DATA IN THIS EXERCISE: Begin
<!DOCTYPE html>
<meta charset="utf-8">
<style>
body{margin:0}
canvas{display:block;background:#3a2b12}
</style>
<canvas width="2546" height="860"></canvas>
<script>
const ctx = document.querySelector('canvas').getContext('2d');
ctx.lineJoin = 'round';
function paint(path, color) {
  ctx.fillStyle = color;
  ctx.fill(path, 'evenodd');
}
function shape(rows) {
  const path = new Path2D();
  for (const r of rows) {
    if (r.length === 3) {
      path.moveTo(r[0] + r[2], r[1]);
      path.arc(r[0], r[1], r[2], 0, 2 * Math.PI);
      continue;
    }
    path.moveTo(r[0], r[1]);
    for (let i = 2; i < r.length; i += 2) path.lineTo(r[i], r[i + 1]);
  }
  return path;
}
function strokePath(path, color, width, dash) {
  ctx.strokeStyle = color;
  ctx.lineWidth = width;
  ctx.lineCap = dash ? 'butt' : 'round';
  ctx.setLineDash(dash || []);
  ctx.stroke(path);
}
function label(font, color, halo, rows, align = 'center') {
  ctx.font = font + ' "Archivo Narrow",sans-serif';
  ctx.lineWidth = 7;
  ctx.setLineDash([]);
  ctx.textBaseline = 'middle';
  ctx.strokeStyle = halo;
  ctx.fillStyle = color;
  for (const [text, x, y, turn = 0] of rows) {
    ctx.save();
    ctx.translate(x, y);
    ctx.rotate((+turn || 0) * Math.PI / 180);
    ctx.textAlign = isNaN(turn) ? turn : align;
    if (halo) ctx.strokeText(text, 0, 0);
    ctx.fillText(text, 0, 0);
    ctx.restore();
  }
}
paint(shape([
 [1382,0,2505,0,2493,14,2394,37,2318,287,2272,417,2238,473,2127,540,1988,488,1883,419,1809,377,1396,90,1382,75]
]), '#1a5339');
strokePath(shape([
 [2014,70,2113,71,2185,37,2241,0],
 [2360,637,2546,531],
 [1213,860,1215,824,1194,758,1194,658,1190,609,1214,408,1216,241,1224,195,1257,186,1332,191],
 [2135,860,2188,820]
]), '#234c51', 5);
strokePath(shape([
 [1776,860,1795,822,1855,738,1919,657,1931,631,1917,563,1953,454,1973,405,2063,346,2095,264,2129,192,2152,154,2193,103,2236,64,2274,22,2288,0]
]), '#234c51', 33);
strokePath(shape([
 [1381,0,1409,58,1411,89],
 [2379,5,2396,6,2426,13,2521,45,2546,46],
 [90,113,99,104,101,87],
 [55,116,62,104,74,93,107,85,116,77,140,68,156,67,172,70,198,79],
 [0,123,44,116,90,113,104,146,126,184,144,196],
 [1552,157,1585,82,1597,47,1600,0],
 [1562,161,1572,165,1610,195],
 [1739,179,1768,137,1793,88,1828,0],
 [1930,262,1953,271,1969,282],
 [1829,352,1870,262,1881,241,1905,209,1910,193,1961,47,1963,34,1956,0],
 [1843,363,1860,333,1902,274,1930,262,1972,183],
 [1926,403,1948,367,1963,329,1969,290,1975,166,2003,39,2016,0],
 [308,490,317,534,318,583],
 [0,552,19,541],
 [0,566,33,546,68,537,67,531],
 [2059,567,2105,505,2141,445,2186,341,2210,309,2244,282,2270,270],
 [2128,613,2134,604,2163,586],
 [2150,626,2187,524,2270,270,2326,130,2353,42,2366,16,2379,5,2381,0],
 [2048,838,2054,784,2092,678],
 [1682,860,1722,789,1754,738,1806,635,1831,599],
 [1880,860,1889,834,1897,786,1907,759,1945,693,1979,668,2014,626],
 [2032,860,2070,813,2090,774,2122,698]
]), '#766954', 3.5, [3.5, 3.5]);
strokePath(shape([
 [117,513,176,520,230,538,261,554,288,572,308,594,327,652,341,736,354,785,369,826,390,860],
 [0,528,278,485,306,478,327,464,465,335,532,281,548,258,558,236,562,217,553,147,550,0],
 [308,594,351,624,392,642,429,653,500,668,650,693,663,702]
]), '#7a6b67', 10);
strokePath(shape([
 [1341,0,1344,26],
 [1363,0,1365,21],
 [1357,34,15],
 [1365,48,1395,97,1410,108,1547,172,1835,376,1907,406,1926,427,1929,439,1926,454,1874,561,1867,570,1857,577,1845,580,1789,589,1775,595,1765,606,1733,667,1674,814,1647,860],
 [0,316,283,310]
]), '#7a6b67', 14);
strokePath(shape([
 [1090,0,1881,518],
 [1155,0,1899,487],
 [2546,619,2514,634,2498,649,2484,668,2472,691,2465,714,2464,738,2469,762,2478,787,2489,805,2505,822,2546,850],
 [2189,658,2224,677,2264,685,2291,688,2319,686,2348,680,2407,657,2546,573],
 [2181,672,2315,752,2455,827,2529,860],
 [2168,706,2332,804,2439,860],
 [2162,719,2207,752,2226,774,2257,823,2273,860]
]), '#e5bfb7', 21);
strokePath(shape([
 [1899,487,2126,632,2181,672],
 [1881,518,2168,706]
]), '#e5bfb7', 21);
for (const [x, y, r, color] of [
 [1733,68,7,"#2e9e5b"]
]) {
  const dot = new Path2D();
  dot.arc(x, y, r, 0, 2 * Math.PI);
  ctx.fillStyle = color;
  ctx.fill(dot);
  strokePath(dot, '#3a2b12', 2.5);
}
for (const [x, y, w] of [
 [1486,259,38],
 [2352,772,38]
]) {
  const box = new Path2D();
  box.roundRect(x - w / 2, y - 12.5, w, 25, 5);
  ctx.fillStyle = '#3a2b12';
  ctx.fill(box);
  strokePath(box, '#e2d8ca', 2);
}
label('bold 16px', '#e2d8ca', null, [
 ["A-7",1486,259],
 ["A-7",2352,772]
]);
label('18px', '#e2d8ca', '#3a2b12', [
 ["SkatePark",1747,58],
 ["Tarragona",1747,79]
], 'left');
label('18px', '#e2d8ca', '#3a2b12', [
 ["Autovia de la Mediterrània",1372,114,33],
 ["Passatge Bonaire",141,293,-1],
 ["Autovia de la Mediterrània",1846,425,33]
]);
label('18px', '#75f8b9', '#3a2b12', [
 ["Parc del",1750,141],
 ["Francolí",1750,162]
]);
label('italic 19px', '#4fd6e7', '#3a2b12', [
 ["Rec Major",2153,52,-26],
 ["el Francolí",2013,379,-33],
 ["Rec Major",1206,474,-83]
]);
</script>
DATA IN THIS EXERCISE: End
*EXERCISE INSTRUCTIONS*
Your reply must contain exactly the lines from the first line of the data through the line holding "path.moveTo(r[0], r[1]);", and nothing more.

*RESULT OF THIS EXERCISE*
<!DOCTYPE html>
<meta charset="utf-8">
<style>
body{margin:0}
canvas{display:block;background:#3a2b12}
</style>
<canvas width="2546" height="860"></canvas>
<script>
const ctx = document.querySelector('canvas').getContext('2d');
ctx.lineJoin = 'round';
function paint(path, color) {
  ctx.fillStyle = color;
  ctx.fill(path, 'evenodd');
}
function shape(rows) {
  const path = new Path2D();
  for (const r of rows) {
    if (r.length === 3) {
      path.moveTo(r[0] + r[2], r[1]);
      path.arc(r[0], r[1], r[2], 0, 2 * Math.PI);
      continue;
    }
    path.moveTo(r[0], r[1]);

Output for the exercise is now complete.